[EXERCISE REQUIREMENTS]: The whole listing needs to be written out exactly, except for any images.
.....
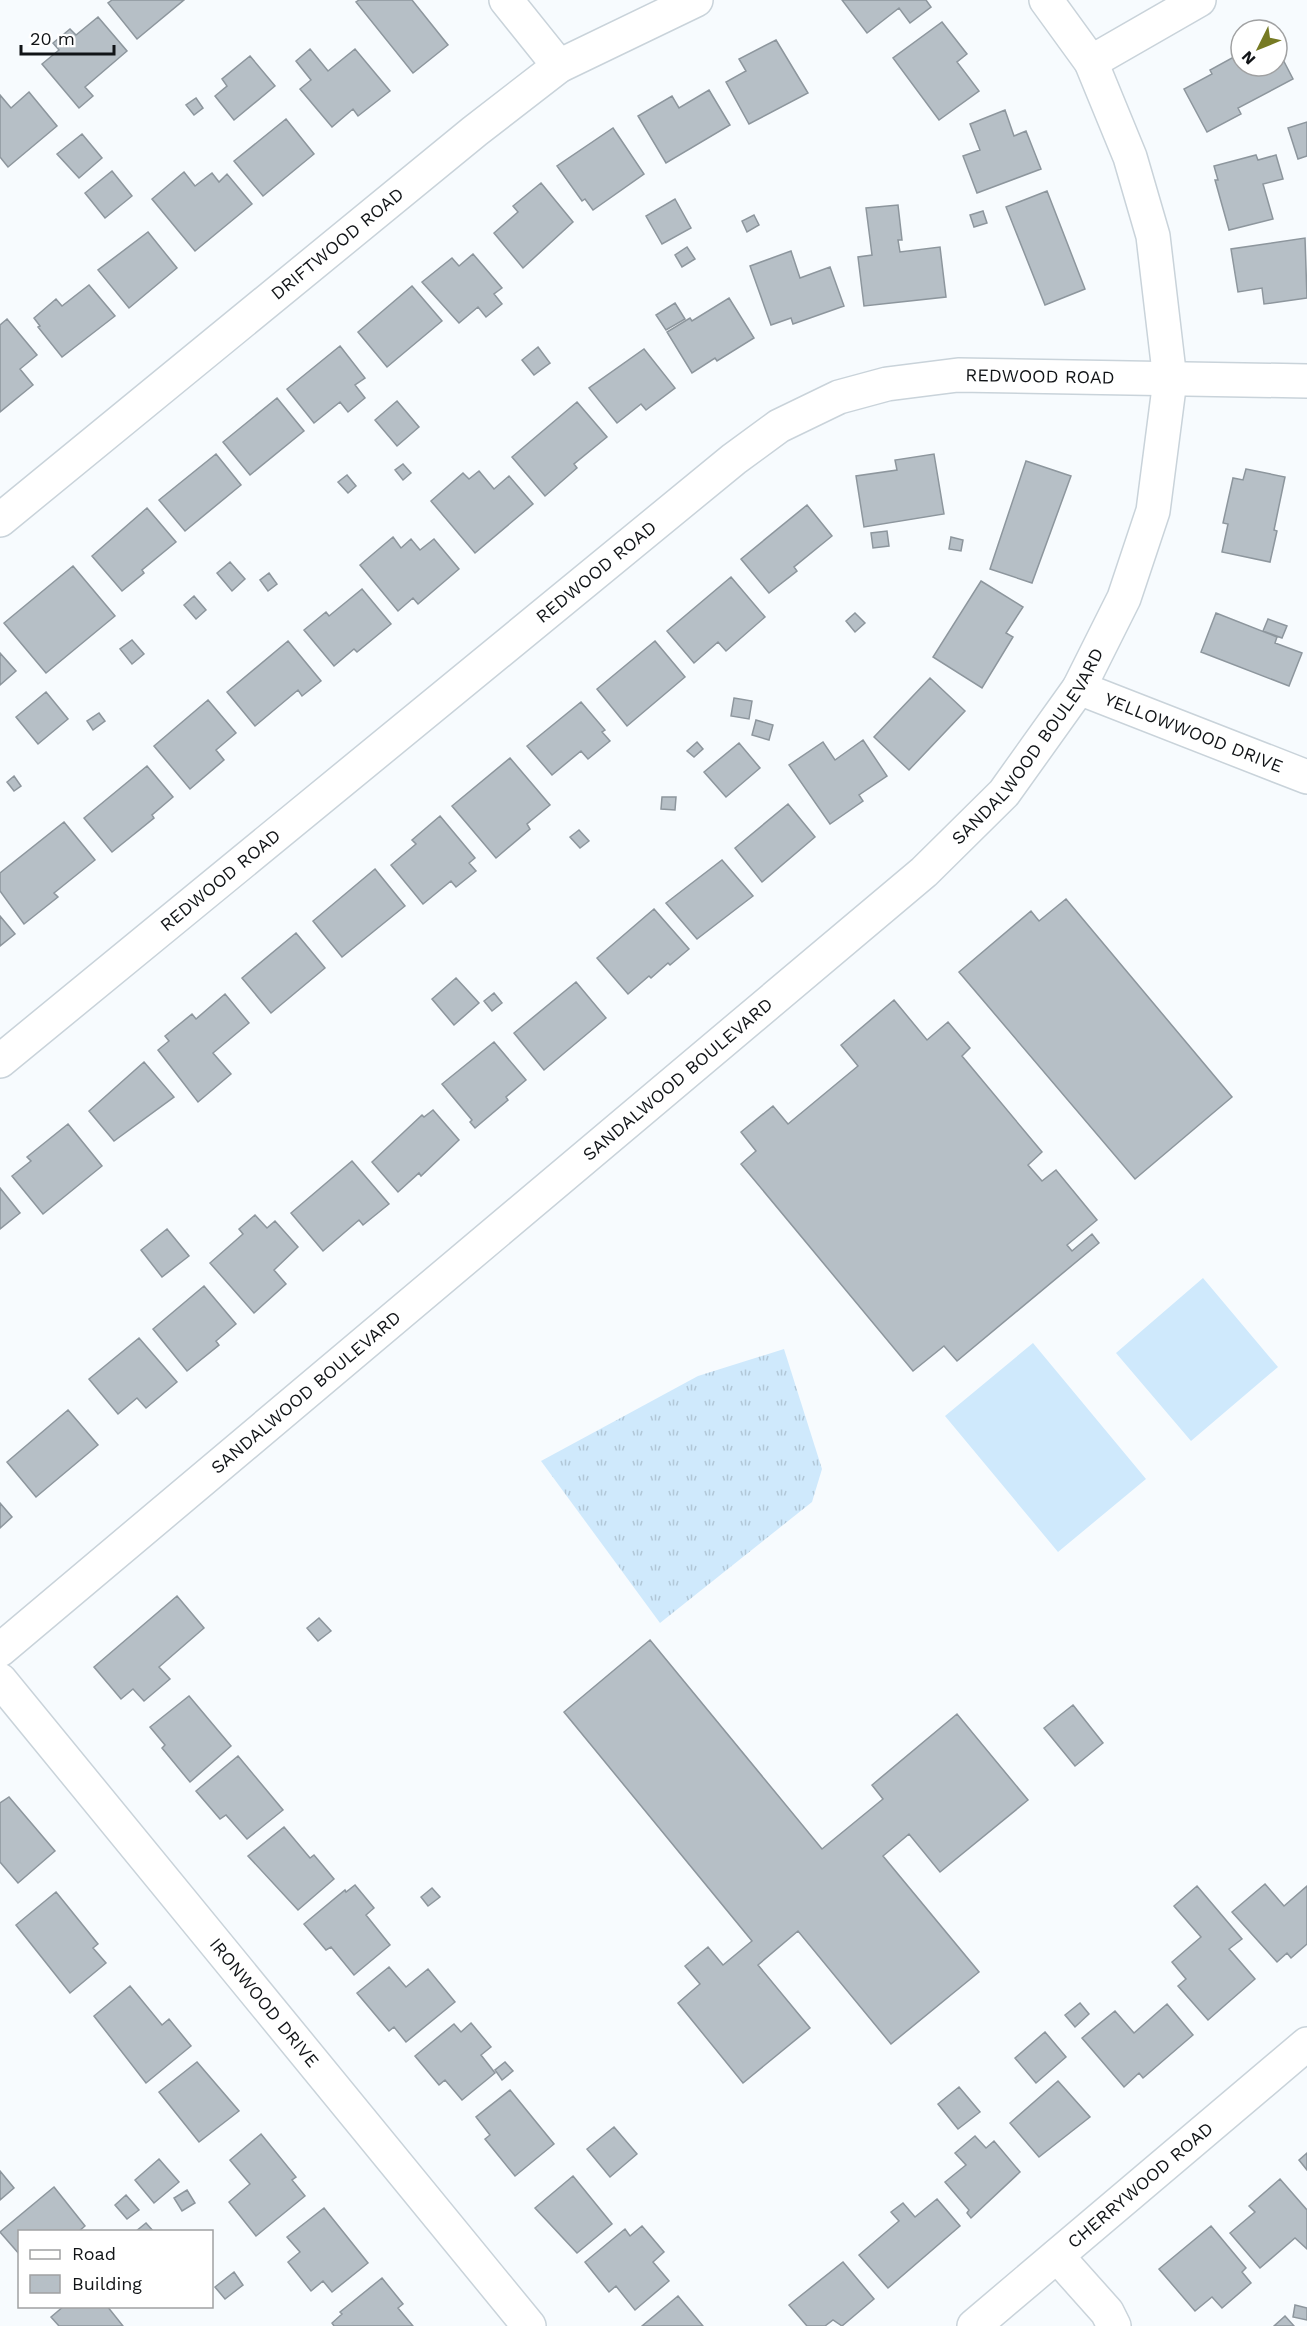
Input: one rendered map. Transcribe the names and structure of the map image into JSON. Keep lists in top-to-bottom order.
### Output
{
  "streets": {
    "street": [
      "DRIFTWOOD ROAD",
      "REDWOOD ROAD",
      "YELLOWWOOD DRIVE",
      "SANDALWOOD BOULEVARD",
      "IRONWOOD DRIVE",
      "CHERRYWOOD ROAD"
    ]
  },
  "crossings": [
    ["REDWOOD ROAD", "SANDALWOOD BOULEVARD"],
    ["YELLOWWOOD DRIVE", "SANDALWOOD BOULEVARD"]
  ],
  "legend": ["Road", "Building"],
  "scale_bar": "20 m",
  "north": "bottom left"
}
.....
[RESPONSE FOR THIS EXERCISE]:
Input: one rendered map. Transcribe the names and structure of the map image into JSON. Keep lists in top-to-bottom order.
### Output
{
  "streets": {
    "street": [
      "DRIFTWOOD ROAD",
      "REDWOOD ROAD",
      "YELLOWWOOD DRIVE",
      "SANDALWOOD BOULEVARD",
      "IRONWOOD DRIVE",
      "CHERRYWOOD ROAD"
    ]
  },
  "crossings": [
    ["REDWOOD ROAD", "SANDALWOOD BOULEVARD"],
    ["YELLOWWOOD DRIVE", "SANDALWOOD BOULEVARD"]
  ],
  "legend": ["Road", "Building"],
  "scale_bar": "20 m",
  "north": "bottom left"
}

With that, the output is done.